Friday, 9 August 2013

On the subject of gaming boards...



Although I've been painting miniatures for a couple or three years now, a sensation akin to ice water running through my veins occurs every time someone asks, "what rules are you basing them for?" or "when are we going to see a battle report?" The truth of the matter is that I just didn't know where to start or how to go about organising a game.  Now, however, with my immersion into the madcap world of 'Crooked Dice's' 7ombieTV a playing surface is required and what better opportunity does a chap need to fashion his very first gaming board?


I could of course just thrown a green baize over the dinning room table, but I've always rather fancied one of those stunning looking tables that grace the pages of such hobby related editorials like 'Wargames Illustrated' the only problem is scale, 'Awdry Towers' isn't as expansive enough to cope with a 6' x 4' playing area and I'm simply not brave enough to suggest to the Saintly Mrs. Awdry that we have our supper on our lap in order to allow me to reenact the battle for 'Rorke's Drift'!

"Stop chucking that bloody cutlery at me!"

It was while avidly following Clint's ('Anything but a One') progress on his very own gaming board project, that I suddenly realised size isn't everything!  He was constructing a fabulously detailed terrain board on a modest 2' x 2' - this, I thought was the answer, compact and bijou!  And so it was that my bespoke board started life as a couple of sheets of blue foam (James, from 'Exiles Wargames Painter' has found a superb source for this most useful building material here.) glued to some 5mm foam board; lightweight but structural sound.
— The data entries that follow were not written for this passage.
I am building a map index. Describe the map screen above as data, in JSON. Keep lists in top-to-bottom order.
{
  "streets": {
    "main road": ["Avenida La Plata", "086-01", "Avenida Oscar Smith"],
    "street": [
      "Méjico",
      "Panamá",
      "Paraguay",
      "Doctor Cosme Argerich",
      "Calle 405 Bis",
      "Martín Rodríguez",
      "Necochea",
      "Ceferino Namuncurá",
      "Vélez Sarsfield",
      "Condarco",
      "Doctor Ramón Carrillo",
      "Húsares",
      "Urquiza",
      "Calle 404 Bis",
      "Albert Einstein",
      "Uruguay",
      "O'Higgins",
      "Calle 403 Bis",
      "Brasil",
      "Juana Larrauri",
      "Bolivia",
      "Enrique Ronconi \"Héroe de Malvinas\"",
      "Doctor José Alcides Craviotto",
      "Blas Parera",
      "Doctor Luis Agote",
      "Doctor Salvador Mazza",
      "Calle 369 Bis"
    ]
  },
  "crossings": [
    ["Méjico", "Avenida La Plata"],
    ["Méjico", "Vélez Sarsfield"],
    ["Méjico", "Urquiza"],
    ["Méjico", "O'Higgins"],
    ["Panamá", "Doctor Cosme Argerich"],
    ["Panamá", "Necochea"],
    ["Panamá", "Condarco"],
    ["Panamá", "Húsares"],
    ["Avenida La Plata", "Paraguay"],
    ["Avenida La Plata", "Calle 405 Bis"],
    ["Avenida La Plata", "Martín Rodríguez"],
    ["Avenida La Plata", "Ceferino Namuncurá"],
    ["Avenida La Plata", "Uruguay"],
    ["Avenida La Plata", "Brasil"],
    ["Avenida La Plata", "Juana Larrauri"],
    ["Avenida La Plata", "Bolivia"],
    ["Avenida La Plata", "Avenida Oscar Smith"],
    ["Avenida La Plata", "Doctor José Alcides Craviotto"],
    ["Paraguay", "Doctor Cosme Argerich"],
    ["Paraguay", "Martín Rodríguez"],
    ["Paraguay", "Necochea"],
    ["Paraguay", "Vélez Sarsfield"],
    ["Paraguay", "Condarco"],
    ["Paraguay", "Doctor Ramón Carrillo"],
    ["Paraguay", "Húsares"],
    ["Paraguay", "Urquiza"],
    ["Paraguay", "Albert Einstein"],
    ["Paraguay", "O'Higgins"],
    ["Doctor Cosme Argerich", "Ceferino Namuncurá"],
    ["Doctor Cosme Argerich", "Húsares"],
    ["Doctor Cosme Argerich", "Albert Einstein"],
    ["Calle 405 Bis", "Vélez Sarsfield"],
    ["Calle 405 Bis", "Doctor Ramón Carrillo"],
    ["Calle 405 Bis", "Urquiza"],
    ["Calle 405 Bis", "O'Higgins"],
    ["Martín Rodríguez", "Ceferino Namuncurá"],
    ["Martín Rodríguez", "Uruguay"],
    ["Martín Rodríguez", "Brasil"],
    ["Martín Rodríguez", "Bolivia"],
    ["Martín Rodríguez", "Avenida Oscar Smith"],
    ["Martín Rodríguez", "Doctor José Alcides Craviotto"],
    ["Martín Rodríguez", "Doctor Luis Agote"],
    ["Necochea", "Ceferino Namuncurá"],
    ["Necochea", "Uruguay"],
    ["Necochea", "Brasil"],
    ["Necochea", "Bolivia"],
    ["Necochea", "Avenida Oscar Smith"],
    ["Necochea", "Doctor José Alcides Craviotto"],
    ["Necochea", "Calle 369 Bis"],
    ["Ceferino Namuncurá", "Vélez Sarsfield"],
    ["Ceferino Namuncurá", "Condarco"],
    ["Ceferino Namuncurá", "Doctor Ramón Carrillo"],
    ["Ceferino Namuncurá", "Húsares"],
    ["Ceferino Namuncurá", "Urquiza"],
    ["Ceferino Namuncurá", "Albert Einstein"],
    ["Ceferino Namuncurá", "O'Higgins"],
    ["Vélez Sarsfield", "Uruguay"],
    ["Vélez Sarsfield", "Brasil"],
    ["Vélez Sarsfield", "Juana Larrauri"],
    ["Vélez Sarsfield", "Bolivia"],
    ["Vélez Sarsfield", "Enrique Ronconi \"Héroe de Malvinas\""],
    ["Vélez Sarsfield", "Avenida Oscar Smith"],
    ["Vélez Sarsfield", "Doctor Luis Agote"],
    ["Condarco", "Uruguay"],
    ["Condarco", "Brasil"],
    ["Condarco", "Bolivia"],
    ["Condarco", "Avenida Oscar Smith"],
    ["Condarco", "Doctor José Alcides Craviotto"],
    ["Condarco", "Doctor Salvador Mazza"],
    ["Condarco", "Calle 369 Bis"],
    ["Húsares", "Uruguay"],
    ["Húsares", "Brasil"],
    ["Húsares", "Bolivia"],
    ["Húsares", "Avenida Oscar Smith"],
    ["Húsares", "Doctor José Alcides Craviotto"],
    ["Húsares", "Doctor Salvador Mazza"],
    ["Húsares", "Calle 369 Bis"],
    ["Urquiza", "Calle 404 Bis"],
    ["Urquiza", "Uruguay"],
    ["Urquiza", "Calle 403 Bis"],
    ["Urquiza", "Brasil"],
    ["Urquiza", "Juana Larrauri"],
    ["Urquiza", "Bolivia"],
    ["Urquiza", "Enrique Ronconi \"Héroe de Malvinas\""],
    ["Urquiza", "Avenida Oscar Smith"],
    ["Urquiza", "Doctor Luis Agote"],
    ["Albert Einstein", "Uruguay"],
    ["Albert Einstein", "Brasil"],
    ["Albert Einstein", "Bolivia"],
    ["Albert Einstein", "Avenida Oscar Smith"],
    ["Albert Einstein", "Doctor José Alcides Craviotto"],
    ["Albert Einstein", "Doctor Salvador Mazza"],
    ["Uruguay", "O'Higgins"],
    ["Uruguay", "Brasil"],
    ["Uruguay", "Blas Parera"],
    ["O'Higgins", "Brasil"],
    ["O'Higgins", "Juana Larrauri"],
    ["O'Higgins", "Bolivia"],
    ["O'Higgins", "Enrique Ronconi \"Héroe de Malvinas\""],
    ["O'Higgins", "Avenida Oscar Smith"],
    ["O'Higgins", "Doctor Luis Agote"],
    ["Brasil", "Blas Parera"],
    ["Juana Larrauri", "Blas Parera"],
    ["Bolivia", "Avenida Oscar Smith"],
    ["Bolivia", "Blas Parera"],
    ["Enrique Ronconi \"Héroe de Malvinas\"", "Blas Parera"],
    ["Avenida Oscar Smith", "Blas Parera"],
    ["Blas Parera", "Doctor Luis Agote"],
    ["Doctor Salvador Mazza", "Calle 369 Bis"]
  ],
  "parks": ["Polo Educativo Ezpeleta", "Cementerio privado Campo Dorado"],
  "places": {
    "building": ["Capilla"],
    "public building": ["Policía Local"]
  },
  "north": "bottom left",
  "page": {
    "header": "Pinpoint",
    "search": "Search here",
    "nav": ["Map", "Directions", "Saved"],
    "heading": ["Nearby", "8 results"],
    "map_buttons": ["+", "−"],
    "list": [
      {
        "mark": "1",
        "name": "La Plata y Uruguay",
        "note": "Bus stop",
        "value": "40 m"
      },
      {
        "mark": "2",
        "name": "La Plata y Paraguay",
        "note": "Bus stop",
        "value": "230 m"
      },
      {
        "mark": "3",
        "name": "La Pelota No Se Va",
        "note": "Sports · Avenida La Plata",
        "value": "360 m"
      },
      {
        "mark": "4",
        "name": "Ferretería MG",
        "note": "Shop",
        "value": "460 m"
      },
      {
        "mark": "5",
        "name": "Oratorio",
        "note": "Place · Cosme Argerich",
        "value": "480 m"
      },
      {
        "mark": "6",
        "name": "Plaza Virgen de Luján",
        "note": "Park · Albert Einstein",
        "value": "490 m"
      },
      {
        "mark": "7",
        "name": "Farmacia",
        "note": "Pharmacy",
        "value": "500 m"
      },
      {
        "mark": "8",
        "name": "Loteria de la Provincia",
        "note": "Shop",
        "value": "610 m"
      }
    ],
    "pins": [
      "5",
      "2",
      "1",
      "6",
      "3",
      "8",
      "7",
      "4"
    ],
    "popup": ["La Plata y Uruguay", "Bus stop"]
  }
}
The rest should have been a simply process of just terraforming, but 'oh no', I decided that I wanted my board to be timber framed, enabling me to drop in any future boards that I might fashion and allowing variation to my miniature gaming scenarios.


Now when did the wife say she was back?

After what felt like a couple of hours scurrying around in the blistering heat of the loft, I came across some suitable looking off-cuts, of what was once one of IKEA's finest, and set about them with every tool I possess; so much for measure twice and cut once!  With much sweating, snarling and a modicum of bad language I managed to piece together the frame, complete with internal side runners to allow the board to fit flush with the surface - it is fair to say that at this point I was feeling a tad smug!


With the frame safely constructed and the rough edges sanded down (I knew that detail sander would be useful for something!) I was able to get back to the job of preparing the board.  The scenario that I'm looking to game is essentially a flat area with some light woods and the bank of a lake.  Once sketched out and the '4Ground' wood bases placed foe effect, it was just a matter of hacking away with the bread knife.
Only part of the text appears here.